Credit:  The Clare Champion | July 15, 2022 | clarechampion.ie ~~

One landowner in South-East Clare looks set to earn almost €2 million in total from wind farm payments over a 30-year period, if it obtains planning permission, a local lobby group has claimed.

RWE Renewables has published a map with the proposed location of eight wind turbines at Fahy Beg, Fahy More North, Ballymoloney and Ballyknavin in Bridgetown.

The Fahybeg Windfarm Information Group has estimated that one land owner may receive €1.92 million in total during the life time of the proposed 38.5 mega watt wind farm, which will break down to the equivalent of about 4.8 mega watt per turbine.

Interestingly, a Limerick firm of solicitors will accrue the largest payment of an estimated €2.5 million as it is the land owner for two turbines and is listed as part owner of another one with a deceased land owner, who also owned land for a separate turbine before he died.

Two other land owners own land where one turbine is proposed.

All the payments to land owners will be taxable at the current rates depending on their individual incomes.

The Fahybeg Information Group estimates the wind farm will generate in the region of €1.08 million annually for RWE, which will total in excess of €32 million over 30 years.

This is based on the payment of €8 per mega watt hour for electricity 365 days a year with a productivity load factor of 40%.

The group believes that land owners have an option of being paid at a rate of 3% of the overall output per turbine or a set rate of about €2 per mega watt per hour, which works out at about €32,000 per turbine annually, based on similar wind farm projects.

A group spokesman expressed concern that only three landowners who will receive substantially payments will live in the locality.

“There will be only three individuals living in the community who will be changing the landscape for everyone living in the local community,” he said.

One land owner with a proposed turbine confirmed all the land owners have different deals with the company depending on how valuable their land is for the overall project.

“It is a good deal. The production of electricity from renewables is needed. Income from farming is up and down. It is a nice subsidy to get without incurring any major cost.”

He said that additional payments are made if a land owner has a road going through their property, which will be used for the wind farm. The Clare Champion has learned that land owners have been paid to facilitate land surveys for biodiversity and other planning issues.

After a 15 year-period has elapsed, the group stated that the company can go out to the open market and can expect to get a much higher payment per mega watt in view of projections energy prices will have increased a great deal at that stage.

It is expected up to €180,000 will be provided by the company in the community benefit fund for 12 to 15 years, which is the sum recommended by the government, and the company has pledged to contribute €40,000 for the remaining 15 years.

The proposed wind farm is located approximately six kilometres South West of Killaloe and 1.5km North of Bridgetown.
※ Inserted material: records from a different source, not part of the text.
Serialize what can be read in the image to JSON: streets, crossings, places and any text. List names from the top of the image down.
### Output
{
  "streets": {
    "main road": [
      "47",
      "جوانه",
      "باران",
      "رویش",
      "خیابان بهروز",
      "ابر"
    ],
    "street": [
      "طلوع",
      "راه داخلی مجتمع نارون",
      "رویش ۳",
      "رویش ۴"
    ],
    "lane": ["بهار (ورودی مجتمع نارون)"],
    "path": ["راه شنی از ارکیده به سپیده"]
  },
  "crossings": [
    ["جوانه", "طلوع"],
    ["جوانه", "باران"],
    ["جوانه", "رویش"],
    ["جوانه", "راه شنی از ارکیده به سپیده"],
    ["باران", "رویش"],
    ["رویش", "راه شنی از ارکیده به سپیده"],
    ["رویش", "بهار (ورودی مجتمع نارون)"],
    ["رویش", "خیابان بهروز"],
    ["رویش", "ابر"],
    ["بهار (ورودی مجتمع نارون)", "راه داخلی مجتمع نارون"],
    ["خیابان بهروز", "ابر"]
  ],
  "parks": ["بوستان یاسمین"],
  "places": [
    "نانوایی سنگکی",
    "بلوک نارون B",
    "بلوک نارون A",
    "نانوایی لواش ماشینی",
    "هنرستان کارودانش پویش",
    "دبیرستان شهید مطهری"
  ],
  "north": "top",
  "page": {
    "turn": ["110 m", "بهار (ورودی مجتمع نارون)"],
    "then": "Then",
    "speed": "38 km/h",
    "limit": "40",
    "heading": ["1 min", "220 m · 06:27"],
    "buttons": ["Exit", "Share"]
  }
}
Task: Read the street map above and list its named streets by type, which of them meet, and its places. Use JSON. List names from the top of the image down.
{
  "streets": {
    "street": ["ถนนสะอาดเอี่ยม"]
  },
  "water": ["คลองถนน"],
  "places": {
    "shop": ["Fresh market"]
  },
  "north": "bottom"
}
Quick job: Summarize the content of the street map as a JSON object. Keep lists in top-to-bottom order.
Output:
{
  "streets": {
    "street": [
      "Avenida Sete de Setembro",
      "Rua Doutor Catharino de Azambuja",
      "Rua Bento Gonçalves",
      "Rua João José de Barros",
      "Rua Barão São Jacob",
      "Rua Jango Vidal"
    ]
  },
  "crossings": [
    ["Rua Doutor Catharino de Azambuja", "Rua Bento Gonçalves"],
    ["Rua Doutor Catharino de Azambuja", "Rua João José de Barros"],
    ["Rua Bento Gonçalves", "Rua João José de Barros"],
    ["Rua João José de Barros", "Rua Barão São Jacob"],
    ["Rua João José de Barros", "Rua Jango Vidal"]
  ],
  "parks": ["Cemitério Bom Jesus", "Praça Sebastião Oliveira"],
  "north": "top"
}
The study area comprises lands at Fahy Beg, Fahy More North, Ballymoloney and Ballyknavin townlands and measures approximately 320 hectares.

The majority of the proposed wind farm study area is agricultural and forestry land. These land uses could continue with a wind farm development at the site.

Based on the results of initial investigations it is considered that the proposed wind farm could accommodate up to eight turbines, each could be up to 180 metres tall from the turbine base to the top of the turbine blade, when blades are in an upright position.

Source:  The Clare Champion | July 15, 2022 | clarechampion.ie

This article is the work of the source indicated. Any opinions expressed in it are not necessarily those of National Wind Watch.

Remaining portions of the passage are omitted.